5 Tips For Dressing Appropriately in The Courtroom
It may seem trivial to say how you dress could determine whether you win or lose a case, but the research shows that it takes less than seven seconds for a person to form an opinion based on how you present yourself. People look at your appearance, body language and how you are dressed and instantly make an evaluation. In the courtroom, a good first impression can go a long way.
Whether you enter a courtroom as a defendant, plaintiff, witness, defense lawyer or prosecuting attorney, how you dress makes an impact on a jury or judge’s attitude toward you. The goal is to look appropriate and nonthreatening while not distracting from the case.
Courtrooms command a certain style of dress, and it’s important to dress for expectations. The judge and jury want to know who is in charge. The attorney should always look a bit more refined and polished with a certain air of authority about him or her. The client should be polished too, but typically a bit more understated.
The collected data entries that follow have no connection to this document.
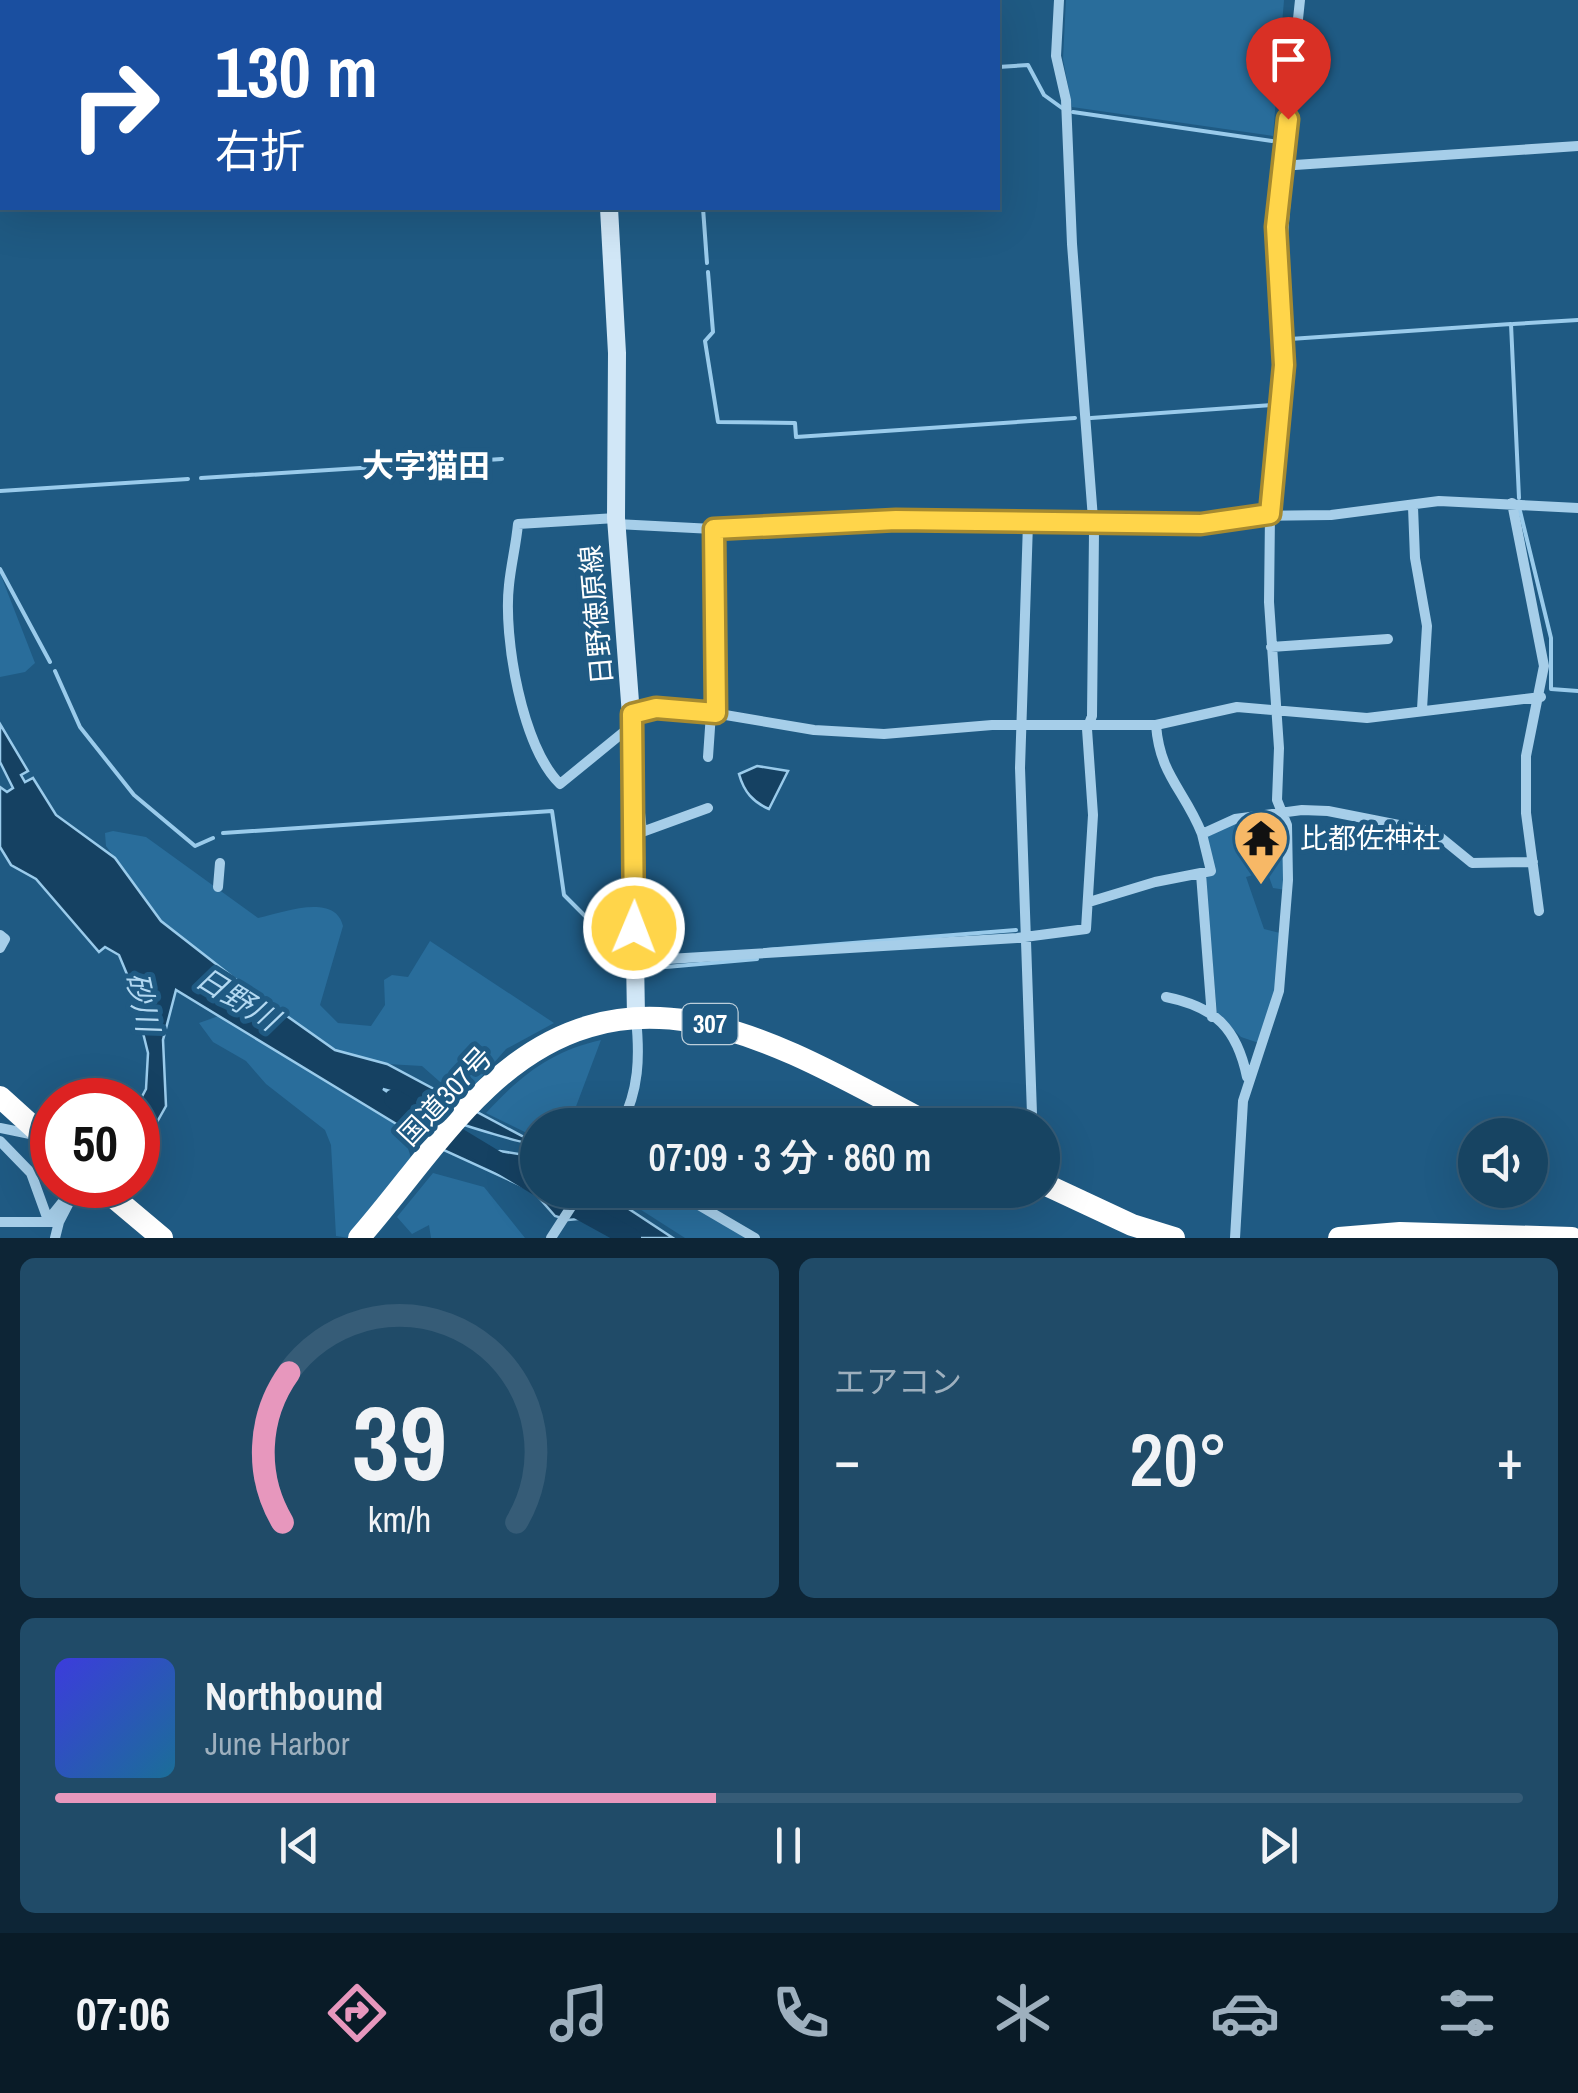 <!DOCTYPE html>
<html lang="ja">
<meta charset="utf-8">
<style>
:root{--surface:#174462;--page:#204b68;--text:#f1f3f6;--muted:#9eb0be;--line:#365c77;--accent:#e797bd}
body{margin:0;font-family:"Archivo Narrow","Noto Sans JP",sans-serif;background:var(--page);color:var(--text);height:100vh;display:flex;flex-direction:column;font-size:38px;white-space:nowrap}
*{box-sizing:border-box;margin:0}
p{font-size:32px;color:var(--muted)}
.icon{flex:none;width:55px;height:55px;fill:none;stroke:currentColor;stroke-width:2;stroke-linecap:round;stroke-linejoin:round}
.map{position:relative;height:1238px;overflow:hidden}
.details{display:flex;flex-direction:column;gap:20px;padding:20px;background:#0d2536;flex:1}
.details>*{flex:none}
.banner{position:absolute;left:0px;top:0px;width:1000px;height:210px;box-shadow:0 10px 40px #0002,0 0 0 2px var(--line);background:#1a4fa0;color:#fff;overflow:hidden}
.buttons{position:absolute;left:1458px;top:1118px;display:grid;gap:20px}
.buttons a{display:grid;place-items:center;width:90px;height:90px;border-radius:50%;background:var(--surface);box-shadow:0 10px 40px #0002,0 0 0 2px var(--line);font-size:50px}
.speed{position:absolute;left:30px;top:1078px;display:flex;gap:20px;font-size:50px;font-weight:700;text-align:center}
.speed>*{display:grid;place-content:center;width:130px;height:130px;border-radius:50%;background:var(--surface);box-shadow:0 10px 40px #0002,0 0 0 2px var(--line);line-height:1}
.speed .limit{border:15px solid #d22;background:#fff;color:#111}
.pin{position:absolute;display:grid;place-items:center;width:85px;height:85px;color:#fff;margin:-102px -42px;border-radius:50% 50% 50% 0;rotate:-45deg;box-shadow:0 0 10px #0007}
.pin .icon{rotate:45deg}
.me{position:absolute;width:110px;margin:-55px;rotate:1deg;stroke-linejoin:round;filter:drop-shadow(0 0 8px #0008)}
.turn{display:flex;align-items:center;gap:35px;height:210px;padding:0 50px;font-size:45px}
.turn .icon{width:130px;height:130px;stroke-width:2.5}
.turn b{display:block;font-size:70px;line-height:85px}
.big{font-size:75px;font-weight:600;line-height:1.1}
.details .widget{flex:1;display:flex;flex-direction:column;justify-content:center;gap:15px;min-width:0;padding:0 35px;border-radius:15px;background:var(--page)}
.details .dial{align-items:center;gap:0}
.dial svg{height:260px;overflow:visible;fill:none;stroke:var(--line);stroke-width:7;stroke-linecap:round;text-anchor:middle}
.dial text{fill:var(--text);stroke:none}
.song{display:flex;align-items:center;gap:30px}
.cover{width:120px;height:120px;border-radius:15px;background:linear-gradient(135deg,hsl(240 70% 55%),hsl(200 70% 35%))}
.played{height:10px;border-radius:5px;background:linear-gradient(90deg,var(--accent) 45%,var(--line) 45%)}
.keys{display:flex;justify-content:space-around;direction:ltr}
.heat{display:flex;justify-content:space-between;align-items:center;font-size:55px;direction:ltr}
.details .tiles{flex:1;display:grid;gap:20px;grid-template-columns:1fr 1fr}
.widget:last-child{grid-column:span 2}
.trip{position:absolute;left:520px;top:1108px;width:540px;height:100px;border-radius:50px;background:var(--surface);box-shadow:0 10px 40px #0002,0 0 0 2px var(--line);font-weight:600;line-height:100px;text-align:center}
.dock{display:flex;height:160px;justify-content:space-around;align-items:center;background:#091b27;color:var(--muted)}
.dock .icon{width:70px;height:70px}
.dock .selected{color:var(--accent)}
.dock b{font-size:45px;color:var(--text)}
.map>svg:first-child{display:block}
</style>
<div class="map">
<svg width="1578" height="1238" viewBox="0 0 1578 1238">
<rect width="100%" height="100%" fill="#1f5a83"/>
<path fill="#296d9b" d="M 1066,0 L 1284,0 L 1273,136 L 1072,107 L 1063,59 Z
M 0,573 L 35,663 L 25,672 L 0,677 Z
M 1280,815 L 1286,830 L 1286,890 L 1273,888 L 1267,871 L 1246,877 L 1264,929 L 1280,933 L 1275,990 L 1262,1044 L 1241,1037 L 1217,1013 L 1205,879 L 1215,871 L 1206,837 L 1235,823 Z
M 113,831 L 146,837 L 258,918 C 282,913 335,892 343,926 L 320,1005 L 338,1023 L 371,1026 L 385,1005 L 384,980 L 392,975 L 408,977 L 430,941 L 554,1023 L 506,1049 L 472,1088 L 456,1096 L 422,1066 L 387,1064 L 336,1050 L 243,985 L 161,921 L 106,846 L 105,833 Z
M 227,1013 L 396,1109 L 411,1158 L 349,1238 L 336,1236 L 331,1145 L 325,1130 L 266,1084 L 246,1061 L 213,1042 L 199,1023 Z
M 601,1040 L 569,1125 L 538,1125 L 537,1138 L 486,1113 C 520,1076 551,1051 601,1040 Z
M 433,1173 L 484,1187 L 525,1238 L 431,1238 L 429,1225 L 412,1234 L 397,1217 Z
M 610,1190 L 663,1190 L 754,1238 L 685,1238 Z"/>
<path fill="#154162" stroke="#9acbeb" stroke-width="2.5" d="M 0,724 L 28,771 L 21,775 L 25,782 L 33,778 L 56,815 L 115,858 L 161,921 L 243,985 L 335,1050 L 387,1064 L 537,1144 C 529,1146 460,1124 447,1119 C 425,1111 407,1094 383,1089 L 440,1129 L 487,1154 L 500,1151 L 537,1157 L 537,1176 L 500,1159 L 494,1163 L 538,1190 L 600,1190 L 673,1238 L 638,1238 L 599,1217 L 568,1220 L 555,1216 L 533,1191 L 426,1142 L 176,990 L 163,1040 L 166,1106 L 138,1156 L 138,1104 L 146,1089 L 148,1053 L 131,984 L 119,955 L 105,947 L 99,952 L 36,879 L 11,865 L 0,847 L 0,787 L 7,792 L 13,788 L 0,762 Z
M 757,766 L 788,771 L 769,809 C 753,802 744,792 739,774 Z"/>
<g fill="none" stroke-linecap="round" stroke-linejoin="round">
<path stroke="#9acbeb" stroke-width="4" d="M 689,0 L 689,2
M 998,67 L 1028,65 L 1044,95 L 1062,108
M 1073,112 L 1272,141
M 0,134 L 2,134
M 1291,170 L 1286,236 L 1290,339 L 1511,324 L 1519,498
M 703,208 L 707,263
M 708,272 L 713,332 L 705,341 L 718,422 L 795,423 L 796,437 L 1075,418
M 1513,324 L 1578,320
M 1091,418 L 1273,405
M 201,478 L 502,459
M 0,491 L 188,479
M 1520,511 L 1551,638 L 1551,689 L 1578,691
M 0,569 L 50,662
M 55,671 L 80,727 L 134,795 L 195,846 L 213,838
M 223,833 L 552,811 L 564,895 L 625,956
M 765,950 L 1016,930
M 643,969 L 757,959"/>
<path stroke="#154162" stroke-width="20" d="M 394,1099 L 538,1186
M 571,1205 L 631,1238"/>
<path stroke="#a6cee9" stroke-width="10" d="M 1280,166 L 1578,146
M 1512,503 L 1544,666 L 1526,756 L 1526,813 L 1539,911
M 1413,507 L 1415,558 L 1427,626 L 1422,709
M 616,518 L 518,524 C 516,545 511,565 509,585 C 503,637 522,747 560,784 L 631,726
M 1028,523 L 1020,768 L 1032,1114
M 616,524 L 713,529 L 896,520 L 1201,524 L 1240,516 L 1331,515 L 1439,501 L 1578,508
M 713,529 L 716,713
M 1271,647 L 1388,639
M 631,715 L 678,707 L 814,730 L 884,734 L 992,725 L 1156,725 L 1237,707 L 1367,718 L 1541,697
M 1156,725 C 1160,776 1184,789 1202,834
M 708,757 L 711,713
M 640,813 L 642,832 L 708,808
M 1201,874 L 1212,1017
M 218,887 L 220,863
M 1089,902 L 1155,882 L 1211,871 L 1202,834 L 1235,819 L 1302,810 L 1328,811 L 1434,832 L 1472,863 L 1533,862
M 0,935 L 5,939 L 0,948
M 635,961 L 1017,938 L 1086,929 L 1093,815 L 1087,729 L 1092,716 L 1094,532 L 1072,244 L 1066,100 L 1056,56 L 1059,0
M 1166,997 C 1216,1007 1237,1029 1247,1077
M 621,1125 C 639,1090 640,1057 636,1018
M 0,1128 L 35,1135
M 0,1141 L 31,1173 L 48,1220
M 673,1190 L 755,1238
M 48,1220 L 76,1185
M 0,1222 L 59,1222 L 55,1238
M 59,1222 L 75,1191
M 551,1238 L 582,1190
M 1235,1238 L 1243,1101 L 1279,991 L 1288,880 L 1287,825 L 1277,800 L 1279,748 L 1269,602 L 1270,514 L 1284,365 L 1276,227 L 1300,0"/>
<path stroke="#d1e7f7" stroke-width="18" d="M 598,0 L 598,2
M 609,208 L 617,353 L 616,518 L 631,715 L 636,1017"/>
<path stroke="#fff" stroke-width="22" d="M 0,1097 L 52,1144
M 1042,1183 L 1132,1225 L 1174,1238
M 99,1185 L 162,1238
M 359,1238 C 402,1189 440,1132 487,1088 C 635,948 785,1048 932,1125
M 1339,1238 L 1400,1233 L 1572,1238"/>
<g stroke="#fff" stroke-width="8">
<path id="rail" d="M 156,2 L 162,0
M 0,67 L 2,66"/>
</g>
<use href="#rail" stroke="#1f5a83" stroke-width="4" stroke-dasharray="11" stroke-linecap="butt"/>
</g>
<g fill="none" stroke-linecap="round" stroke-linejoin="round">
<g stroke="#a68a30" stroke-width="25">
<path id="route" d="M 634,928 L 632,714 L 656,708 L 716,713 L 714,529 L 896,520 L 1201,524 L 1270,514 L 1284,365 L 1276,227 L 1288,119"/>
</g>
<use href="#route" stroke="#ffd54a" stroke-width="18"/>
</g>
<defs>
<g id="temple-pin" transform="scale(2.875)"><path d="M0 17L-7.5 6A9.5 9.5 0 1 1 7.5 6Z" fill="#f7b866" stroke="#1f5a83"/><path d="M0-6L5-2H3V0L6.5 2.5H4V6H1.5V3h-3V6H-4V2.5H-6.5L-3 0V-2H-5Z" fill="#111"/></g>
</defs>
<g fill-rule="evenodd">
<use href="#temple-pin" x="1261" y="838"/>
</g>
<g text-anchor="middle" stroke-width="10" stroke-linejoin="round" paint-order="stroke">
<rect fill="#1f5a83" stroke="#bcceda" stroke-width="2.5" x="682.5" y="1004" width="55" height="40" rx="8"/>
<g font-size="25" font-weight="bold" fill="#fff">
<text x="710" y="1033">307</text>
</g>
<g font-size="28" fill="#fff" stroke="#1f5a83">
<text transform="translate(596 615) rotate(-95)" y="10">日野徳原線</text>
<text transform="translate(445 1096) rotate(-47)" y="10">国道307号</text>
</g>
<g font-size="28" fill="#fff" stroke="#1f5a83" text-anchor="start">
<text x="1300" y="848">比都佐神社</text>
</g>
<g font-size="30" font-style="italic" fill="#b2d8f1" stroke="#1f5a83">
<text transform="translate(237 999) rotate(32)" y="10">日野川</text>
<text transform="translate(142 1002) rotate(78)" y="10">砂川</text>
</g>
<g font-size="32" font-weight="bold" fill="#fff" stroke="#1f5a83">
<text x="426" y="477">大字猫田</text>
</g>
</g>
</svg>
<div class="buttons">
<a><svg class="icon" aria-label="sound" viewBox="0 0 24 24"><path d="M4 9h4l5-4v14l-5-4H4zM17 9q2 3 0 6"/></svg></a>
</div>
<div class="speed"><div class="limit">50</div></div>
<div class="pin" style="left:1288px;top:119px;background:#d93025"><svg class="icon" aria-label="arrive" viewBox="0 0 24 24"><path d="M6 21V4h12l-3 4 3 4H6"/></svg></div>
<svg class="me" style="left:634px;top:928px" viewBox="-20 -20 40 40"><circle r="17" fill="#ffd54a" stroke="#fff" stroke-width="3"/><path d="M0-11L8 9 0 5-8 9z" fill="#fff"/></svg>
<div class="trip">07:09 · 3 分 · 860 m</div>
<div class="banner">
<div class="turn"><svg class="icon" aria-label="right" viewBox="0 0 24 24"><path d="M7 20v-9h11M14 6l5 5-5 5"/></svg><div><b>130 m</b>右折</div></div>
</div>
</div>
<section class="details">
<div class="tiles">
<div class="widget dial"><svg viewBox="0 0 100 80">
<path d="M14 69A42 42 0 1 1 86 69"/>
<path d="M14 69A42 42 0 0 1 16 23" stroke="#e797bd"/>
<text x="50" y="56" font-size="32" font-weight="700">39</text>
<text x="50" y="72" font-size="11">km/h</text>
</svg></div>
<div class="widget"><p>エアコン</p>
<div class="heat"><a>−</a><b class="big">20°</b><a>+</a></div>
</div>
<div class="widget">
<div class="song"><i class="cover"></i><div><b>Northbound</b><p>June Harbor</p></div></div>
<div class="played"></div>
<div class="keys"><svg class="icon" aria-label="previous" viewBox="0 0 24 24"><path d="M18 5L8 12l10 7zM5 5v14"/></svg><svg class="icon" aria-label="pause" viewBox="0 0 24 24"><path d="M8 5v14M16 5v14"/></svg><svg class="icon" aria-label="next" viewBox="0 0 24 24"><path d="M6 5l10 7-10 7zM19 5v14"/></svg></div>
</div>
</div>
</section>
<nav class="dock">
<b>07:06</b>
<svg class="icon selected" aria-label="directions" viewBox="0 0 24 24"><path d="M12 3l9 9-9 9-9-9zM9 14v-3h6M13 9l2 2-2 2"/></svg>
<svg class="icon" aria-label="music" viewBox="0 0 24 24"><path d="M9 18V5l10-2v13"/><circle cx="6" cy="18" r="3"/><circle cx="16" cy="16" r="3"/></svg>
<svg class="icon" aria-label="phone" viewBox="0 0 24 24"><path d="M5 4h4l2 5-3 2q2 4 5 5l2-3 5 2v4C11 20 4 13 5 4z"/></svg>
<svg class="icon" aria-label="climate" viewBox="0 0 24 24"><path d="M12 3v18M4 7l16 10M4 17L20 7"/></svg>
<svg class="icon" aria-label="car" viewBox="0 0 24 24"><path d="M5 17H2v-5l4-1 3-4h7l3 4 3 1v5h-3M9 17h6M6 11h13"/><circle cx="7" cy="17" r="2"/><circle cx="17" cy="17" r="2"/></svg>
<svg class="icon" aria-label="filters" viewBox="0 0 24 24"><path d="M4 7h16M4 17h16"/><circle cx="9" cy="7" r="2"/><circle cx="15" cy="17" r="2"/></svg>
</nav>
Below are some commonsense tips we’ve put together for dressing for success in the courtroom.
1. FIT IS IT
This one transcends the courtroom and honestly applies to all professional settings. Fit is important, your garments should not be too big or too small. If the clothing is poorly fitted or low-cut, it can undermine credibility and look unprofessional. We recommend that skirt or dress hem lengths fall at the knee or mid-calf. Make sure pants are tailored to the right length to avoid looking sloppy, tripping and/or having to wear extremely high heels to accommodate the extra length.
2. KEEP IT NEUTRAL
Regardless of location or subject matter, ask your client to avoid bright colors such as red, pink and purple. We recommend sticking to a more neutral alternative such as navy, charcoal, white and/or light blue. Bright colors can be offensive to some judges or jurors and give an unintended impression. Additionally, colors are often associated with social issues and can easily be misconstrued inside a courtroom.
3. SUBJECT MATTERS
Consider the subject matter of the case when planning what your client should wear. If your case is related to a financial matter, attorneys should advise defendants to dress down, and not overplay brand names or cutting-edge styles. By wearing expensive clothes, jewelry or accessories, your client could give the wrong impression and potentially influence the outcome of your case. Dressing a domestic violence survivor vying for child custody in a floral print dress and cardigan sweater versus a power suit should play more sympathetically with a judge.
4. CONSIDER A TRIM
Grooming is important and can present a positive first impression. Clean your hair and clothes before court, brush and style short hair, and refrain from dying hair bright or unnatural colors. If you have long hair we recommend securing it up and out of your face, fidgeting with flyaways can be distracting and come off as sheepish or insecure. Consider a haircut, and trim excess facial hair before making an appearance.
5. GO CONSERVATIVE
When in doubt, it’s always best to reach for a traditional or conservative outfit. Keep tattoos and body piercings covered up and/or remove piercings if possible. Wear professional, closed-toe footwear such as pumps, loafers, and oxfords. Minimal jewelry and accessories, simple earrings and a watch create a polished and responsible look.
The biggest concern of not dressing the part is not being perceived as honest. Wearing the wrong clothing in legal proceedings can absolutely make a difference in perception—this applies to both the attorney and the client. The impression is important to the judge, jury and audience.
Dressing the part includes being aware of dress codes and presenting yourself appropriately. Legal settings offer different challenges, as often the jury is a diverse group of individuals deciding the fate of your client, based on subtle nuances, including nonverbal behavior and dress. It’s important to discuss and prepare for ways that style and appearance can influence your verdict.